Well, why would anyone be surprised? The left-leaning (well... being kind) Cap Times does a piece about addressing the ‘budget shortfall’ of $5.4 billion. (That $5.4 billion number is way overstated. It's Doyle's trash-talk number meant to be the opening foray for tax increases. The shortfall is NOT $5.4 billion.)
No one has ever accused Doyle of being a whiz when it comes to economics. [??!!?] But he has to recognize that even “everything’s on the table” spending cuts will not be enough to bridge the budget gap.
Yet the governor continues to suggest that it might be possible to balance the budget without tax hikes.
“I think the real challenge now is to first see where do you really go to the point you can’t go any further with the cuts,” says Doyle.
Uh, no. Oh my. And the editorial goes on to say Wisconsin needs a “fair tax system…” You know what that means. Definitely it means more taxes. Tax the “rich” and tax businesses more. If you care to, you can read their supposed solutions yourself.

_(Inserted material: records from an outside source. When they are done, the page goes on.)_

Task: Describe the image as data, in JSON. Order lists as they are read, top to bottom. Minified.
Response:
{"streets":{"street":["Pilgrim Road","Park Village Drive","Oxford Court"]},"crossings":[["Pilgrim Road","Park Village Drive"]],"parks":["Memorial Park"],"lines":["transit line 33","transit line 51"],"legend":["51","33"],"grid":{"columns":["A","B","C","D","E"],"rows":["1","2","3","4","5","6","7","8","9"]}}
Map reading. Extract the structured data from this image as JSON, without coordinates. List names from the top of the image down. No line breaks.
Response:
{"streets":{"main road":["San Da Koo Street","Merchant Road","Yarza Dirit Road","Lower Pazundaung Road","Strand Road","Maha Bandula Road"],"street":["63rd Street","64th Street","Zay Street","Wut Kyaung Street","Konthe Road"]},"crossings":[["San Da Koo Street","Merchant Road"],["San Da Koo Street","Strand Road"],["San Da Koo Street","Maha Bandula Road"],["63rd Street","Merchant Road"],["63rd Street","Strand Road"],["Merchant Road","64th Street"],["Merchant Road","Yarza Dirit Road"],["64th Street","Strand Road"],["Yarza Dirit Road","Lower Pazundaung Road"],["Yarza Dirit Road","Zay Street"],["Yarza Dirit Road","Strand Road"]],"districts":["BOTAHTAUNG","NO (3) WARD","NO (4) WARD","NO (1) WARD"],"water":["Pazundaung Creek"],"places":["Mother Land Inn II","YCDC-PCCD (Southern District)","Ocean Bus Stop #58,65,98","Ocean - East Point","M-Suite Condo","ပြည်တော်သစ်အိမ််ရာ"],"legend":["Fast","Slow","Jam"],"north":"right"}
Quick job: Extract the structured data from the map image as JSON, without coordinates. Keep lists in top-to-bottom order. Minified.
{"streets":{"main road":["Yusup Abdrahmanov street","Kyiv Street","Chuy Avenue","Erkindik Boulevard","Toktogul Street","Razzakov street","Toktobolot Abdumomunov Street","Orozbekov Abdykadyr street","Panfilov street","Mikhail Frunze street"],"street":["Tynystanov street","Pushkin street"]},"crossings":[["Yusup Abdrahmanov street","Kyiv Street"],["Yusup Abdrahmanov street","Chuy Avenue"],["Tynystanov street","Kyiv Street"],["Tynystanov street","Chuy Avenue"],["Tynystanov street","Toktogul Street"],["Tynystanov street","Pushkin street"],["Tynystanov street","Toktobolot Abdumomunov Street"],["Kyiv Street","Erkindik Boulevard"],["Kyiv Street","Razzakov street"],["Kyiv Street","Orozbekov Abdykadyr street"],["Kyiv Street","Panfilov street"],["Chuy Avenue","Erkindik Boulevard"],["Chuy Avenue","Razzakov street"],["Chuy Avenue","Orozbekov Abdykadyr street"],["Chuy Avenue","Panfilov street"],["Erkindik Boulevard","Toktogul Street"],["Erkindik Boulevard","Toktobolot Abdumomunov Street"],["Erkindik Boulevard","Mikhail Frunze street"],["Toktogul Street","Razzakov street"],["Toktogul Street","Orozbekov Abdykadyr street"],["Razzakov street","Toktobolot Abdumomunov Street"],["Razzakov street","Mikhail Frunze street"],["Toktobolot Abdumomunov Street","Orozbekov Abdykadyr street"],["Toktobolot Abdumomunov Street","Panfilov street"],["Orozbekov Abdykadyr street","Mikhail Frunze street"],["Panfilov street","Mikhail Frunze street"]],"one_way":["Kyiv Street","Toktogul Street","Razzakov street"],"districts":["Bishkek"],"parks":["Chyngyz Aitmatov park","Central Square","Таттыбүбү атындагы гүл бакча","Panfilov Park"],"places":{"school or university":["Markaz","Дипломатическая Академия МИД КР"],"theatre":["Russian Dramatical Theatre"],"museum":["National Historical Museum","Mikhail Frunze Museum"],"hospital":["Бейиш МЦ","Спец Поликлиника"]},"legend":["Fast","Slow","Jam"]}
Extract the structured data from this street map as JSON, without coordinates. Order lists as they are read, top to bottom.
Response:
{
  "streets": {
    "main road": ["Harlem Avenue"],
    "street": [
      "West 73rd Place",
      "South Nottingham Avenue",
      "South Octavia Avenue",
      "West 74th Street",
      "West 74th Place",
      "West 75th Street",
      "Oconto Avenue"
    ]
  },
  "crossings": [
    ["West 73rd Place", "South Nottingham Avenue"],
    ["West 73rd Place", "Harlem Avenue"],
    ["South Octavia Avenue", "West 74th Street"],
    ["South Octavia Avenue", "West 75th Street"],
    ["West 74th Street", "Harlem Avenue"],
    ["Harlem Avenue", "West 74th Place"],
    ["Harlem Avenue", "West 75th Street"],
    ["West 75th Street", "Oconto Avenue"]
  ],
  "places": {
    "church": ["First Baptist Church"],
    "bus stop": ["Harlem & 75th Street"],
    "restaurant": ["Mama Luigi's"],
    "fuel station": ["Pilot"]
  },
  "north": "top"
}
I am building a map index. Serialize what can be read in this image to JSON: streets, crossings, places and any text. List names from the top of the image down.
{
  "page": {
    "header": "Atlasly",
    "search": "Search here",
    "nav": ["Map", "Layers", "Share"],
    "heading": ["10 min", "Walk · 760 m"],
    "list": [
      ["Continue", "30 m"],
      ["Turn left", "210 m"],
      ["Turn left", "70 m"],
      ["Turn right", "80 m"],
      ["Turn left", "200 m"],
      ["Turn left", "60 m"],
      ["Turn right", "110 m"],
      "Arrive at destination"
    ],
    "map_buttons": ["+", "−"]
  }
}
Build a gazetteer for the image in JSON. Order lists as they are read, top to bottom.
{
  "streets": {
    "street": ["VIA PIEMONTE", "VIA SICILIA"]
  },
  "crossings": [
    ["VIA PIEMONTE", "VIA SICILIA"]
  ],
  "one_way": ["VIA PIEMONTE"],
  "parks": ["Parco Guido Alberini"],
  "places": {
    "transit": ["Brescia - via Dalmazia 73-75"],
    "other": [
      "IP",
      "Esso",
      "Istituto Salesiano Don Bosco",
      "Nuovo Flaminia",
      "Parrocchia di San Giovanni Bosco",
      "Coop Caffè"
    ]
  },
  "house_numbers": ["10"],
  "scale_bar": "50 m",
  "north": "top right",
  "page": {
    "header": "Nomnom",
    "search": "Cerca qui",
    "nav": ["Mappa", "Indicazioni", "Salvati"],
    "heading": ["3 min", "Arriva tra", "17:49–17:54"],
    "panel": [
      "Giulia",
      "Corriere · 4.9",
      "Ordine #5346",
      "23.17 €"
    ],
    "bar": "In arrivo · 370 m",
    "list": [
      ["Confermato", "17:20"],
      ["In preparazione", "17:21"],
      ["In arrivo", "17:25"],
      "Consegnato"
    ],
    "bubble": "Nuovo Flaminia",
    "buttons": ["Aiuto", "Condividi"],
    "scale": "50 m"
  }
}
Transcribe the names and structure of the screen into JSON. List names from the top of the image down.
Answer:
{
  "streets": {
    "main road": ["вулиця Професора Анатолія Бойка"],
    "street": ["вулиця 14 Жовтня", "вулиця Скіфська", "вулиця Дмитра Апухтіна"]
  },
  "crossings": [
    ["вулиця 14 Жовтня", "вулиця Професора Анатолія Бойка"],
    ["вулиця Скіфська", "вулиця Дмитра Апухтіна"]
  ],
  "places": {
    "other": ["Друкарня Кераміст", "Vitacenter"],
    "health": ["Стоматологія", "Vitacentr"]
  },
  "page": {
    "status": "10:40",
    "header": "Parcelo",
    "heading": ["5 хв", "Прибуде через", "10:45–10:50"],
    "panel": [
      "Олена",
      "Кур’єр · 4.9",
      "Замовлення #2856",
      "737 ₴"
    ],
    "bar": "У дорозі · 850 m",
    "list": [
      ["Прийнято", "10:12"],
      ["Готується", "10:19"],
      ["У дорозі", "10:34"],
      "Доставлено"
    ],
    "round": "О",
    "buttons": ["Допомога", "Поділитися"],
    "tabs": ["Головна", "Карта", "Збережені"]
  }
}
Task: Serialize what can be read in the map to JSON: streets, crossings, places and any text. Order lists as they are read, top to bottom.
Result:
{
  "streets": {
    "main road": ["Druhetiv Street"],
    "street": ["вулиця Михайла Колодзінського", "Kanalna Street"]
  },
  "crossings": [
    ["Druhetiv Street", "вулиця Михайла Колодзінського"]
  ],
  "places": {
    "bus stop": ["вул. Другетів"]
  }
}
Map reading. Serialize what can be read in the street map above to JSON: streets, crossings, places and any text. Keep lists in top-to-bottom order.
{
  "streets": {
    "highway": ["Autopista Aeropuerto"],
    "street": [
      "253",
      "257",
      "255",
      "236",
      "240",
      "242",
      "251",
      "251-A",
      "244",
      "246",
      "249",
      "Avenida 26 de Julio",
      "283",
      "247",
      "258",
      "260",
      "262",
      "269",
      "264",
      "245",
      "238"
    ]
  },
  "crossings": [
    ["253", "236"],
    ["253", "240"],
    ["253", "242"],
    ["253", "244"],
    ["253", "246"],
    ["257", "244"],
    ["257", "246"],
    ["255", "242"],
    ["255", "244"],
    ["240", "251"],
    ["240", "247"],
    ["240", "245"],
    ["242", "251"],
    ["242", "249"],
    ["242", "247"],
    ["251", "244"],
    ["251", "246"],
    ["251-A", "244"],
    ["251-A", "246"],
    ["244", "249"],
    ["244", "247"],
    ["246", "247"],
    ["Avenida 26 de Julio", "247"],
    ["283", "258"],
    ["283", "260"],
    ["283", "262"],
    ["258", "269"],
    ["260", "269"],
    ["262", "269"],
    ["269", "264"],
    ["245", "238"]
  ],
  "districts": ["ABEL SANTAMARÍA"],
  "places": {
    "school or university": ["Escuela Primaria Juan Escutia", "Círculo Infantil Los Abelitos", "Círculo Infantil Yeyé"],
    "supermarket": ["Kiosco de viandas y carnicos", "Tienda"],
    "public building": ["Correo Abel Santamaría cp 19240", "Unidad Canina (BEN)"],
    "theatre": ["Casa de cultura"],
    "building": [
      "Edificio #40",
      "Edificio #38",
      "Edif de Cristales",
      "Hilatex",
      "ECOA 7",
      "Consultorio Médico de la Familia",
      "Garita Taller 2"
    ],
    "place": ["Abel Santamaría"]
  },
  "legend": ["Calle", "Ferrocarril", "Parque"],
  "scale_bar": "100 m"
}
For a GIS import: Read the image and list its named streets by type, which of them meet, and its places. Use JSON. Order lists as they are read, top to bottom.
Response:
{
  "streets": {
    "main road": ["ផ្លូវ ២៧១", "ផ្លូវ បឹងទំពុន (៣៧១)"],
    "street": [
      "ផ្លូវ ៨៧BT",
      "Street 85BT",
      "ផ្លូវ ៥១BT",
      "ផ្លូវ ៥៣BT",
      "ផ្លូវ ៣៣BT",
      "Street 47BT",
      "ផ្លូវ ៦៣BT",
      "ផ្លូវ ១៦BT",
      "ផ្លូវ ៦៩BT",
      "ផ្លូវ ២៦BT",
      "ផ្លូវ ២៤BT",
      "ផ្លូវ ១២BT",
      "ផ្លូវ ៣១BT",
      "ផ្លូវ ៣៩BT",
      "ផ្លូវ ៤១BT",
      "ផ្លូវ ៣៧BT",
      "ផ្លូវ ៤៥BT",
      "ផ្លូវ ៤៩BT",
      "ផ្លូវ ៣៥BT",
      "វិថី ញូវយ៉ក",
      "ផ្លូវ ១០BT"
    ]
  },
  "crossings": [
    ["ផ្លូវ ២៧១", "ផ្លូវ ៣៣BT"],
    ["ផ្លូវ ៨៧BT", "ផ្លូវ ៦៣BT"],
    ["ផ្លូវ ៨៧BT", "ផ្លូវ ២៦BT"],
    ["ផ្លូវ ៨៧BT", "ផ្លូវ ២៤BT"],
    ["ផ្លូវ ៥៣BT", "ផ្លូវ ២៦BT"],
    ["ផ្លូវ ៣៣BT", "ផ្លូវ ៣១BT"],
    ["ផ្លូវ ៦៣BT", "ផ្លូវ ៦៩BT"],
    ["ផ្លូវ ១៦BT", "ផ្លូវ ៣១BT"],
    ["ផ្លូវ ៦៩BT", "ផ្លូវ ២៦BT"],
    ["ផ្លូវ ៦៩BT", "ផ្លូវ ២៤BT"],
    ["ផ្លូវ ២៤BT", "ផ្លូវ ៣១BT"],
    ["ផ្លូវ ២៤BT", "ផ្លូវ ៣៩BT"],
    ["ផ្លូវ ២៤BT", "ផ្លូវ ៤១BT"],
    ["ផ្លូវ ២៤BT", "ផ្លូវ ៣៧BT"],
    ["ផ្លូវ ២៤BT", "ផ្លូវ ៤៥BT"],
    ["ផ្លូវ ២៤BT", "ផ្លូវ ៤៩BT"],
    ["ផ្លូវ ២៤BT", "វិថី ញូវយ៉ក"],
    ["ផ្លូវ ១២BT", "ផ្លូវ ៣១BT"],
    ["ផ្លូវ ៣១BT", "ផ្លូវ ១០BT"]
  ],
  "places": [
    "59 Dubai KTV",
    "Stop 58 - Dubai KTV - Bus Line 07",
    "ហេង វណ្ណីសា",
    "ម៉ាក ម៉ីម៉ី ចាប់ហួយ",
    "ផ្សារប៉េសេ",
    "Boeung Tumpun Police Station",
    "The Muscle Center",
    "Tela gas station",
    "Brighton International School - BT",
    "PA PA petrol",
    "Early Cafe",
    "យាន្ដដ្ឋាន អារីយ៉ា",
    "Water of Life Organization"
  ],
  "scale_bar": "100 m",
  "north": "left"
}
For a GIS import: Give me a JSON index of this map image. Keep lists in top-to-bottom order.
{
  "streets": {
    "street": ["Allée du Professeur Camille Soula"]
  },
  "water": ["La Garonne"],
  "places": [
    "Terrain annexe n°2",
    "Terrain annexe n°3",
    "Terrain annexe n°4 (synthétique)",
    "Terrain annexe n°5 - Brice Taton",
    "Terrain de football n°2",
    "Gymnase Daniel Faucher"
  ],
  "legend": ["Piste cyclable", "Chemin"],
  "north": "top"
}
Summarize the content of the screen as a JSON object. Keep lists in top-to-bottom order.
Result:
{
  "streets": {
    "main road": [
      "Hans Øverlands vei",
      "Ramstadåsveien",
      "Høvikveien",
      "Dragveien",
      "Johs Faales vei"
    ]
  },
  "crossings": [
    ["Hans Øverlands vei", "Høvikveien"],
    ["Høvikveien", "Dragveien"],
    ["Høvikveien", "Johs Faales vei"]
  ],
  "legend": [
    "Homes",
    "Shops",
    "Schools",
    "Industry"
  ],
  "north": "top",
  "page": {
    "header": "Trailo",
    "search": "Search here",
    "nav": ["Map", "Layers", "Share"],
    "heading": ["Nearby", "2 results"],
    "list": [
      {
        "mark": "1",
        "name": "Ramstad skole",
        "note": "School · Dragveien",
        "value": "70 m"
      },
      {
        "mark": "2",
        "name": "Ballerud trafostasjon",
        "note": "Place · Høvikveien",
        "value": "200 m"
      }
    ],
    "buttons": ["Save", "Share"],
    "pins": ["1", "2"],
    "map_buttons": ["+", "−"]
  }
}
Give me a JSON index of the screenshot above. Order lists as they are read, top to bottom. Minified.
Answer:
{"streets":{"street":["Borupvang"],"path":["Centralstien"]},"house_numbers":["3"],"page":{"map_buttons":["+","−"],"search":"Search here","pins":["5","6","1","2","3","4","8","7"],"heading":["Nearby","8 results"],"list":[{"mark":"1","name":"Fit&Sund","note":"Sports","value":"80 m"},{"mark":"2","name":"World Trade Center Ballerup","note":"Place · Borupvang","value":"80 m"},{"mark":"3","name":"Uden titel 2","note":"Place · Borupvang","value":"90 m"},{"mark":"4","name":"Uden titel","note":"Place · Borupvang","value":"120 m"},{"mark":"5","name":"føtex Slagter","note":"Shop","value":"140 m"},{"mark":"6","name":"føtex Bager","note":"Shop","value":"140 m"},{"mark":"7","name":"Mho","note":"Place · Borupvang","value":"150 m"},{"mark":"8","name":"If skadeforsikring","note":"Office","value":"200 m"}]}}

I was one of a roomful of Heart of the Valley Chamber members gathered to hear Todd Berry, President of the Wisconsin Taxpayers Alliance, last Friday. He gave us a comprehensive picture of how the U.S. and how Wisconsin got in the morasses we’re in, trying to wake us up with the seriousness of the debt and deficit picture of both governments. Spending more than the country and the state can afford is no longer a “political issue,” but “It’s a moral issue.” Indeed.
Berry showed us slide after slide, piecing together how we got into this mess.
First and foremost, Wisconsin’s heavily manufacturing-centered economy is cyclical. It’s a very simple, and very long-standing fact of life - government tax revenues swing substantially through the cycle – and we’ve got to do a better job dealing with that.
It’s just what you should do if you’re a cyclical earner – a realtor, for example. Or a homebuilder. Or a car salesman. You put money aside, create a Rainy Day Fund in the good times – lots of money, depending on your industry – so you have it to rely on in the lean times.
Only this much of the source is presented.